April 25, 2007. A missile unit of Korean Peoples Army marching in a parade to celebrate its 75th anniversary at the Kim Il Sung square in Pyongyang. AFP via Korean Central News Agency

Korea, a site of ancient civilization and early states, spent most of its history under sovereign monarchies before being conquered and annexed by Japan after the Russo-Japanese War of 1904-1905. After Japan surrendered in the Second World War, Korea was split between American and Soviet forces and the Democratic People's Republic of Korea formed in Soviet-controlled North in 1948 remains among the most reclusive, repressive and militarized regimes. Counting on Soviet and Chinese support, totalitarian North Korea attacked the South in June 1950 in attempt to unify the country by force. A major international conflict followed and more than 2 million died before a truce was signed in 1953. Agrarian reform, launched in late 1940s, gained momentum after the war and paved way for collectivization, one-party dictatorship and Stalinist-style repressions and purges. The number of executions is unknown, but the ideology provisions of North Korea's penal code, witness accounts and initial statistics indicate that about 90 000 may have been killed during the 1958-1960 campaign of terror. During 1948-1987, about 1,6-2 million Koreans perished in government-sanctioned repressions. About 100 000 were killed during purges and at least 400 000, but probably more than 1,5 million died in prison camps.

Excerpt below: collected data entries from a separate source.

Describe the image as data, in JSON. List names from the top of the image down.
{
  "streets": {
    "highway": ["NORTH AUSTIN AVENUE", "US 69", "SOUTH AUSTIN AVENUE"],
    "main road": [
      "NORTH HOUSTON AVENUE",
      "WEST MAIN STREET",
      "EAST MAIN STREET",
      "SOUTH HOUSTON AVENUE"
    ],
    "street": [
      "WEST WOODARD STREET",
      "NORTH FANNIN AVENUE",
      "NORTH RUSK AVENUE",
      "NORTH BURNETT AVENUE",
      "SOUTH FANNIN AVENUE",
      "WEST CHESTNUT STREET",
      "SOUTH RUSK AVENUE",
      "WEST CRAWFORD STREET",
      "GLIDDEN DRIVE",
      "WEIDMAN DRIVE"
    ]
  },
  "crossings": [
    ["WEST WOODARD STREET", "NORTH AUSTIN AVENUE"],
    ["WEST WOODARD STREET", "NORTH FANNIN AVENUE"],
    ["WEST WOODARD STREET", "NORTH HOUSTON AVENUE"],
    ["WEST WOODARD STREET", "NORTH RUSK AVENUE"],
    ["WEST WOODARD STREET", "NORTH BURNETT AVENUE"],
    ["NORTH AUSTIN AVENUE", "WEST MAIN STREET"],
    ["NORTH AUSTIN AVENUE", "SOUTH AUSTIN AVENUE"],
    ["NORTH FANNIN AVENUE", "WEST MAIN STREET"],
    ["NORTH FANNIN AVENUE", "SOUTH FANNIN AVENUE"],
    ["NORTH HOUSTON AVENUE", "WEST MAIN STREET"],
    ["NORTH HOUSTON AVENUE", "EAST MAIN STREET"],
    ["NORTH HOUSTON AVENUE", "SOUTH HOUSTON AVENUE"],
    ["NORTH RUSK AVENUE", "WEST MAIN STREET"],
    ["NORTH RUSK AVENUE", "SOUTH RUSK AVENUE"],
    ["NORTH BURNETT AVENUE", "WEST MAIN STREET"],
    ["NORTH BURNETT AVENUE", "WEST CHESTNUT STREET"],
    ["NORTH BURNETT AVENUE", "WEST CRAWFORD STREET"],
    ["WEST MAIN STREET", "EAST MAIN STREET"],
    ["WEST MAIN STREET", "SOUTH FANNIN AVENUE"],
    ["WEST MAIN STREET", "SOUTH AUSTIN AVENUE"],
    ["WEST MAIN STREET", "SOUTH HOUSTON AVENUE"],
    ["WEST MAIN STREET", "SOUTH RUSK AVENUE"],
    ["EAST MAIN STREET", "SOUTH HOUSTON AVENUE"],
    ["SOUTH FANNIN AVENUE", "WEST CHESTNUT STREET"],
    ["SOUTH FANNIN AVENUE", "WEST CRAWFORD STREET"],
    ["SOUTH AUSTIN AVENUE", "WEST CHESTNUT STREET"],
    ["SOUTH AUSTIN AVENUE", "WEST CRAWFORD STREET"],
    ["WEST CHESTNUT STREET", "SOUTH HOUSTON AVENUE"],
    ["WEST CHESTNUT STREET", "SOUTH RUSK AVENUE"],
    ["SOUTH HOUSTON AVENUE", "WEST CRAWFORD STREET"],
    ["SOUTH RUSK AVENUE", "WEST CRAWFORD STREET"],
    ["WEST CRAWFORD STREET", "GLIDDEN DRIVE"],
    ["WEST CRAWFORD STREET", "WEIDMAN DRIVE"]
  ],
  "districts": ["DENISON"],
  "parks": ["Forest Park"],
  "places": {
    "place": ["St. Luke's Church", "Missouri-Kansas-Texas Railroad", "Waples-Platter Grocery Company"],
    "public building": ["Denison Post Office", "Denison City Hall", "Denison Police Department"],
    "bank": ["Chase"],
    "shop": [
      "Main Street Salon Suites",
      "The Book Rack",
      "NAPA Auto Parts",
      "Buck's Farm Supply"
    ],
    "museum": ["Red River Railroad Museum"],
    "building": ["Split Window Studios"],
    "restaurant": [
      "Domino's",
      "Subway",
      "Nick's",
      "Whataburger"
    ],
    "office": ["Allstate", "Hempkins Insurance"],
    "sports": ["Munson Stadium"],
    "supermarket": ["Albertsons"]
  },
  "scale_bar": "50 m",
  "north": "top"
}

Prisons and camps are just part of a larger repressive network that includes transit jails for dissidents, correctional labour centres, labour camps and deportation zones where as many as 150 000-200 000 people are still being kept in concentration-camp conditions. In those facilities, mortality rate is estimated at 100 per day or 36 500 a year. The UN indicated in 1997 that during a 1990s famine, which the government could well have avoided, more than 10 million suffered from malnutrition and hundreds of thousands starved to death. Other estimates put the death toll at 2 million or more. Systematic human rights violations and crimes against humanity are committed on a daily basis. Minorities such as disabled people enjoy no protection whatsoever. „Enemies of the people" and other dissidents are publicly executed under political crimes provisions of the penal code. In 2002, North Korea admitted to the abduction of hundreds of South Koreans and Japanese. Due to heavy border patrols, only a small number of North Koreans have managed to escape - about 700 refugees have reached South Korea since the end of war and a few thousand have probably crossed to China. Detailed accounts of Communist atrocities in the nuclear-armed Stalinist state can hardly be provided today as statistics are fragmentary and virtually no information can be obtained from inside North Korea.